Daniel Melnick (April 21, 1932 – October 13, 2009) was an American film producer and movie studio executive who started working in Hollywood as a teenager in television and then became the producer of such films as All That Jazz, Altered States and Straw Dogs. Melnick's films won more than 20 Academy Awards out of some 80 nominations.

Early life and education
Melnick was born on April 21, 1932, in New York City, the son of Celia and Benjamin Melnick, Jewish immigrants from Russia. His father was killed in a car crash when Melnick was a child. His mother remarried. Melnick attended the High School of Performing Arts. After high school, Melnick attended New York University. He served in the United States Army during the 1950s, where he produced entertainment for troops while stationed at New Jersey's Fort Dix and in Oklahoma.

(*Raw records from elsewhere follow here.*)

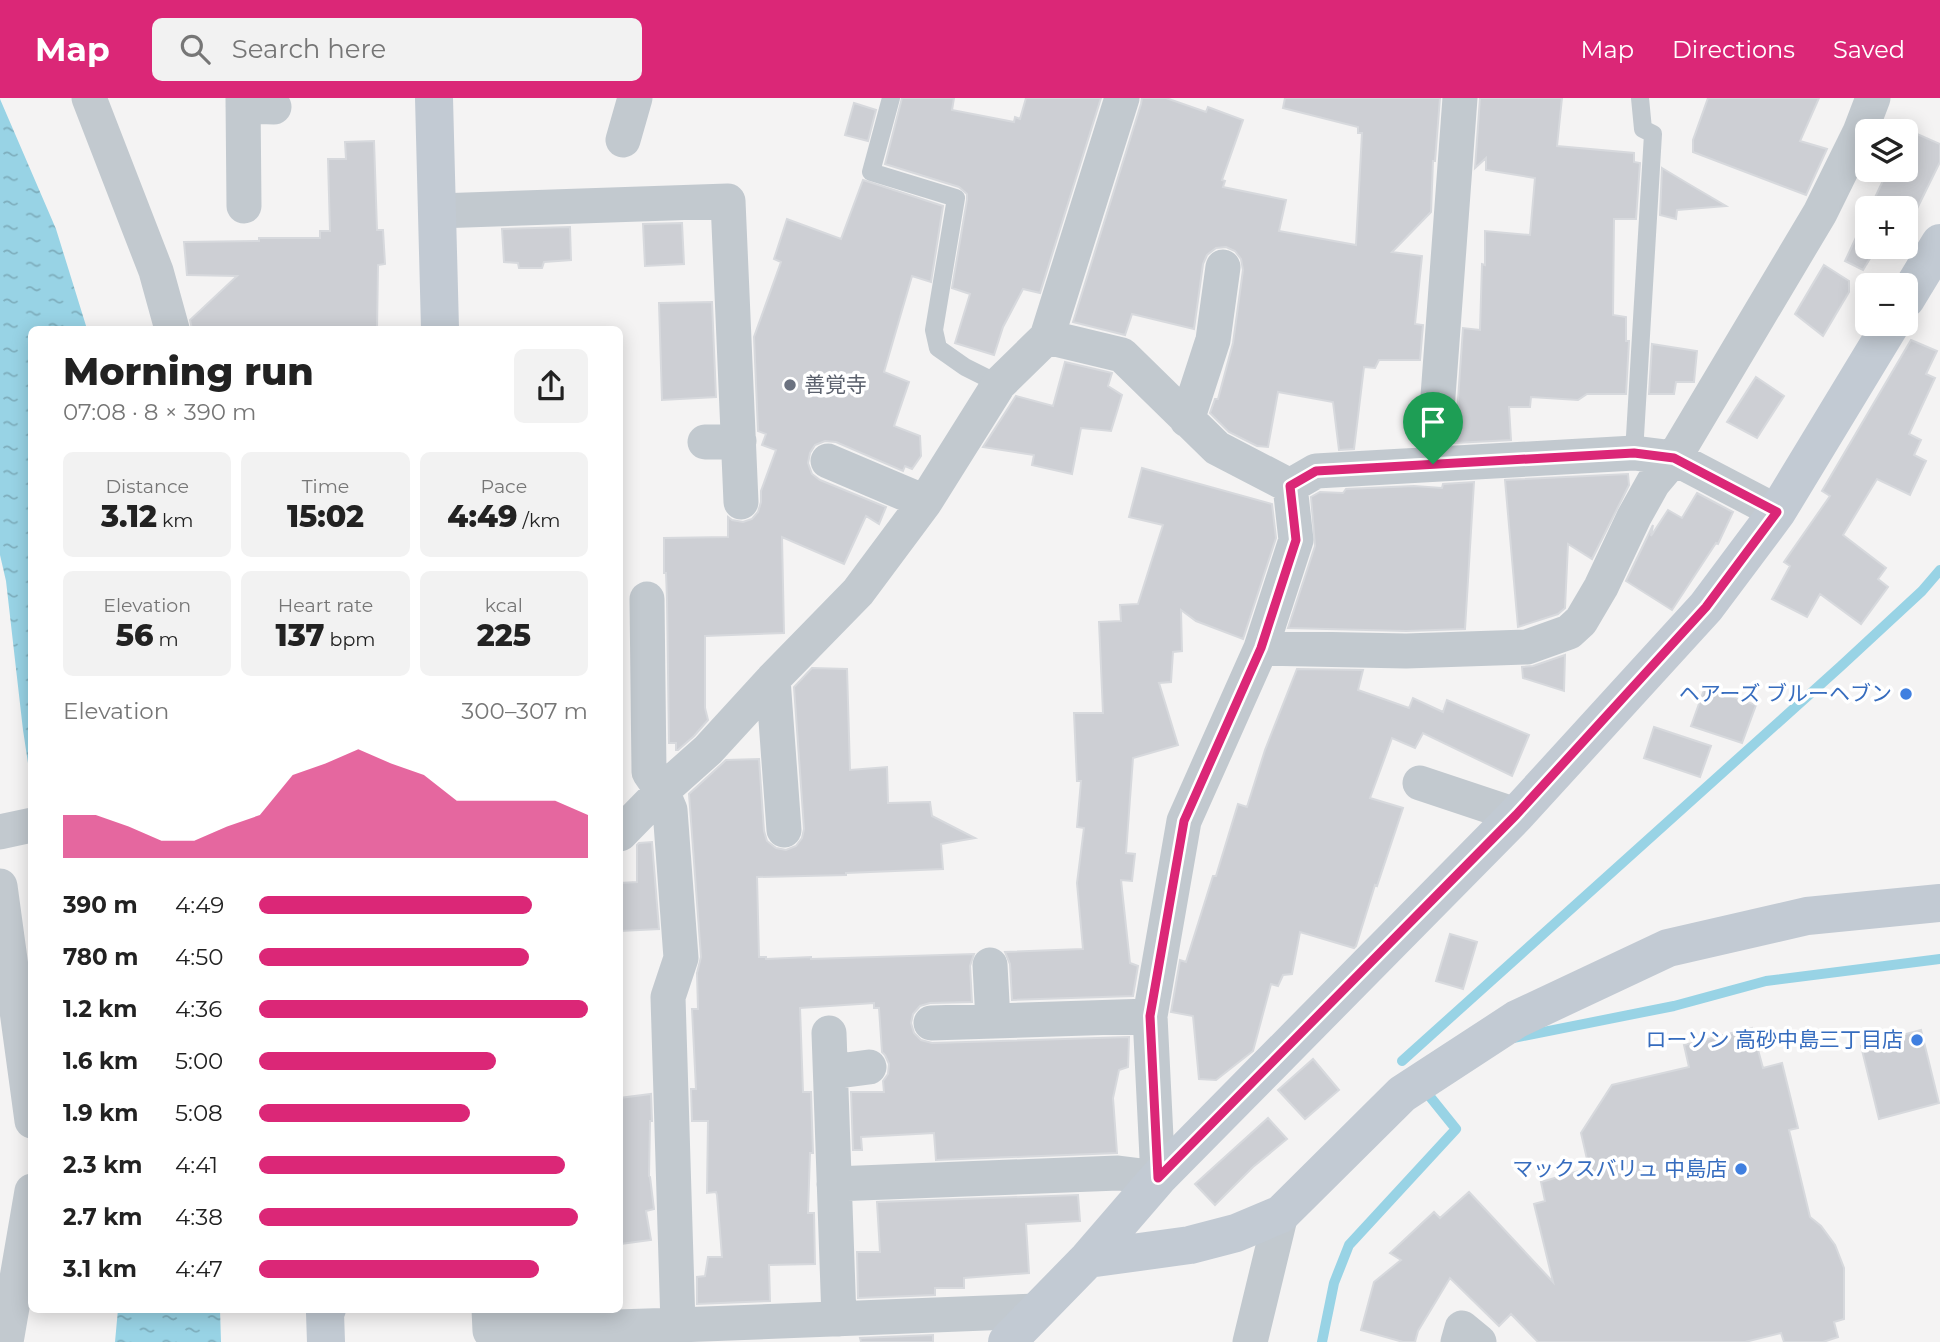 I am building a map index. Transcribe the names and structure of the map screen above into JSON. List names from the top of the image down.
{
  "places": [
    "善覚寺",
    "ヘアーズ ブルーヘブン",
    "ローソン 高砂中島三丁目店",
    "マックスバリュ 中島店"
  ],
  "page": {
    "header": "Map",
    "search": "Search here",
    "nav": ["Map", "Directions", "Saved"],
    "map_buttons": ["+", "−"],
    "heading": ["Morning run", "07:08 · 8 × 390 m"],
    "stats": [
      ["Distance", "3.12 km"],
      ["Time", "15:02"],
      ["Pace", "4:49 /km"],
      ["Elevation", "56 m"],
      ["Heart rate", "137 bpm"],
      ["kcal", "225"]
    ],
    "chart": ["Elevation", "300–307 m"],
    "list": [
      {
        "name": "390 m",
        "note": "4:49"
      },
      {
        "name": "780 m",
        "note": "4:50"
      },
      {
        "name": "1.2 km",
        "note": "4:36"
      },
      {
        "name": "1.6 km",
        "note": "5:00"
      },
      {
        "name": "1.9 km",
        "note": "5:08"
      },
      {
        "name": "2.3 km",
        "note": "4:41"
      },
      {
        "name": "2.7 km",
        "note": "4:38"
      },
      {
        "name": "3.1 km",
        "note": "4:47"
      }
    ]
  }
}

Television, film and theater
After relocating to Hollywood as a 19-year-old, he became CBS Television's youngest producer, and then shortly thereafter was hired by ABC, where he worked on the development of such programs as The Flintstones and The Fugitive.

Talent Associates
After a stint in the army, Melnick returned to New York City in the late '50s, becoming a partner in Talent Associates, a production company founded several years earlier by David Susskind and Leonard Stern. Among other productions, TA created the Emmy Award winning secret agent satire Get Smart that ran from 1965 to 1970 on CBS and NBC, as well as the police drama N.Y.P.D. that ran on the American Broadcasting Company (ABC) from 1967 to 1969. Melnick's role in Get Smart was to hire Mel Brooks and Buck Henry to create a half hour sitcom addressing in Melnick's words "the two biggest things in the entertainment world today – James Bond and Inspector Clouseau". ABC paid for a pilot episode, but did not purchase the series, so Melnick turned to Grant Tinker at NBC, who had Don Adams under contract and were looking for a project for the comedian.

Talent Associates produced the Emmy Award-winning TV productions aired on CBS, with Ages of Man  starring John Gielgud in 1966, which included readings from William Shakespeare's works ranging from Romeo and Juliet to Richard II, with critic Jack Gould of The New York Times calling it "a viewing occasion to be treasured". In 1967 they presented Arthur Miller's Death of a Salesman, starring Lee J. Cobb, a production that Jack Gould of The Times described as one "that will stand as the supreme understanding of the tragedy of Willy Loman."<ref>Gould, Jack. "TV: 'Death of a Salesman'; New Interpretation Tops Stage Version-- Miss Dunnock and Cobb Repeat Roles", 'The New York Times, May 9, 1966. Accessed October 18, 2009.</ref> The firm, Talent Associates, was bought out by Norton Simon, Inc. in August 1968 for an undisclosed price, with the commitment that the unit would operate independently and the principals would stay on in senior positions to manage the company.

Together with Joseph E. Levine of Embassy Pictures, Susskind and Melnick produced the Broadway theatre musical comedy Kelly, by Eddie Lawrence and Mark Charlap. Promotion for the play included an event on the Brooklyn Bridge with a series of chorus girls. The play, a story about the 1886 incident of Steve Brodie who (claimed to have) jumped off the Brooklyn Bridge and survived, opened on February 16, 1965. The play lasted only one performance on Broadway, which was later described by Melnick's son as "not his favorite moment in history", but nonetheless one he wore with grace.

The 1971 psychological thriller Straw Dogs was his first feature film.

Head of MGM
He was hired by MGM as head of production in February 1972. It was a time of decline for MGM with the studio pulling back on production but while there his films included the 1975 Neil Simon comedy The Sunshine Boys and the 1976 production of Paddy Chayefsky's screenplay for Network, directed by Sidney Lumet, a satire of television production that was credited with boosting the studio's financial performance. He also mined the studio's archives to create the That's Entertainment! series of compilation films.

Columbia
He was hired by Columbia Pictures as its president in June 1978 to replace David Begelman, who had resigned in the wake of an embezzlement scandal. There he oversaw the development of the 1978 picture Midnight Express and the 1979 films Kramer vs. Kramer and The China Syndrome.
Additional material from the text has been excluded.